What better way for a private equity publisher to launch itself than a management buyout? The teeny, tiny deal that saw PEI Media spin out of Euromoney Institutional Investor in the autumn of 2001 didn’t use any leverage or institutional capital. But it did give us a taste of our readers’ favourite type of transaction, and it gave us an exhilarating start. We had loads of enthusiasm and next to no working capital; our constant focus on the cashflow would have made any operating partner happy.
We’d caught the private equity bug by publishing industry news through our first-ever channel, www.privateequityonline.com. Back then, the technology bubble had only just burst, and venture capitalists were rethinking their models. In the UK and continental Europe, the terms ‘VC’ and ‘private equity’ were being used interchangeably, and the buyout industry was small and largely unknown to the general public — despite Jon Moulton’s sensational attempt in 2000 to buy and rescue British carmaker MG Rover from BMW. The bid failed (as did Rover), and private equity stayed an obscure niche, away from the limelight and shielded from the media scrutiny that is now commonplace.
However, change was in the air.
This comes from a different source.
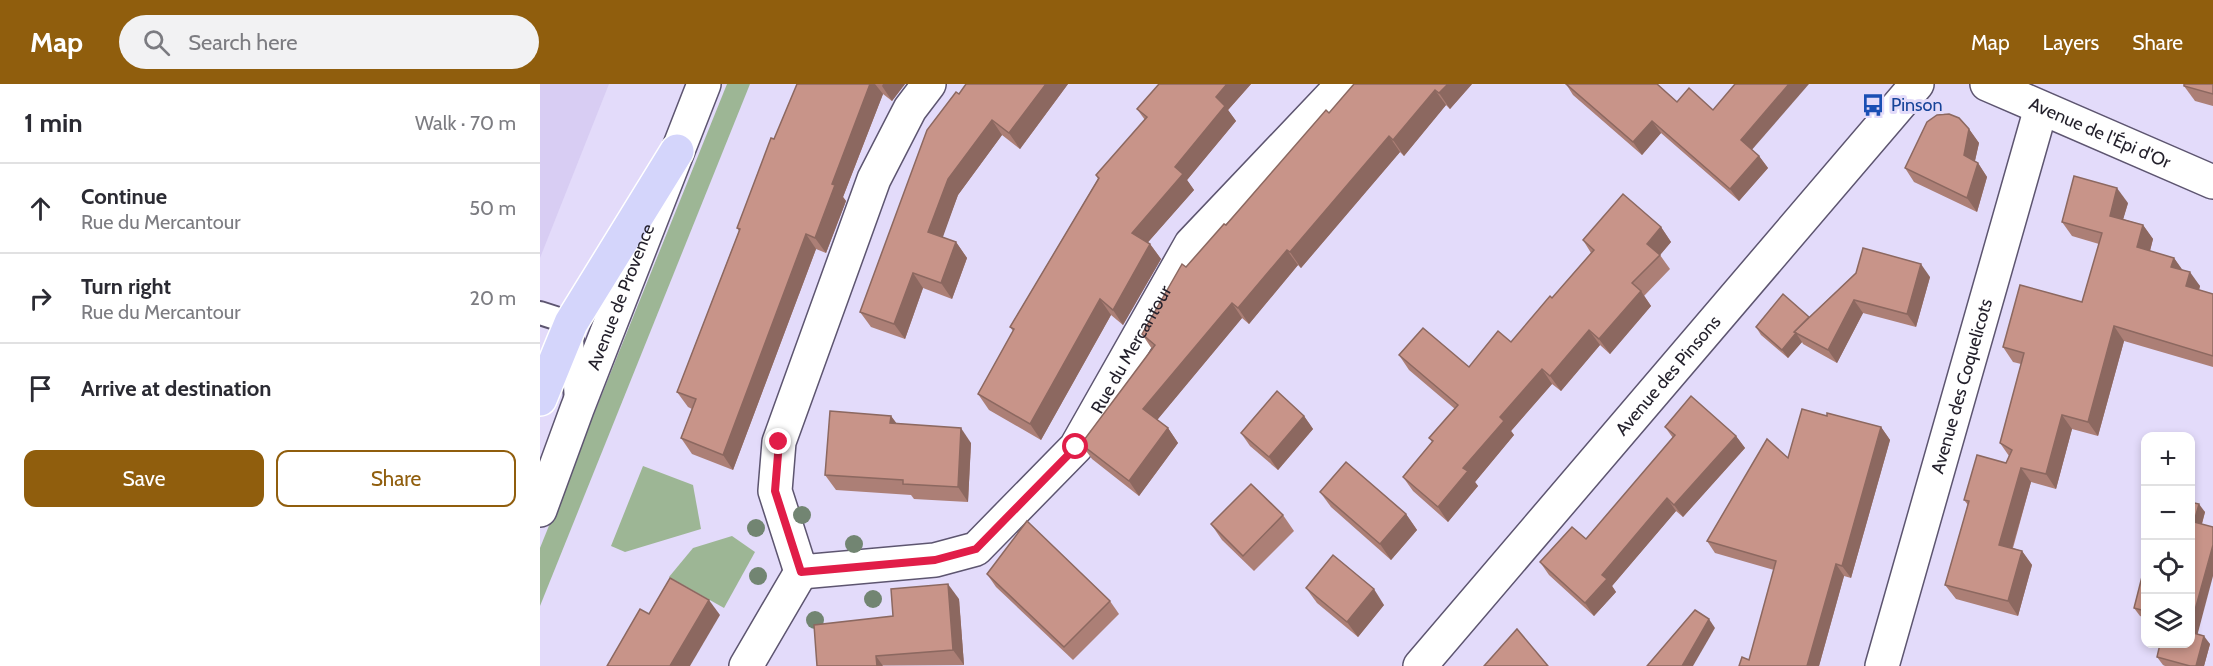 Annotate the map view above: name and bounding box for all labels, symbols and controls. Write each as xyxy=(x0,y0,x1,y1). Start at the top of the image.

Outside the US, many of the institutional investors who hadn’t yet made forays into private markets seemed ever more curious and keen to follow in the footsteps of their American cousins — which was all the encouragement we needed. Of course, not everyone thought Private Equity International was a good idea: “I doubt there’s room for another trade title,” the comms chief at a global fund of funds cautioned. But our view was that as more and more capital was flowing in, the asset class could use a global and resolutely LP-flavoured publication that would talk informedly about the issues shaping the agenda.
Accordingly, our first-ever cover story focused on whether private equity needed to provide greater transparency and, if so, to whom. Issue 2 discussed the strengths and weaknesses of IRR as the industry’s performance measurement of choice. This was the sort of stuff that got us noticed, and the circulation built up quickly. Much-needed advertising support came from the likes of Candover, Royal Bank of Scotland and SEB Acquisition Finance; without them, keeping the lights on during those early days would have been even trickier.
Flicking through that first edition 15 years and another MBO later (UK mid-market specialists LDC helped the current team acquire the business in 2015) reminds me of how agile and dynamic private equity was in those days, and how it has managed to hold on to these qualities since then. Now much larger, more institutional and part of the asset management mainstream, it is also still a world where progressive financiers take risks in unusual ways, and where firms continue to innovate. Private equity hasn’t stopped evolving, and looks unlikely to do so any time soon. For us journalists, it remains an exciting place to be.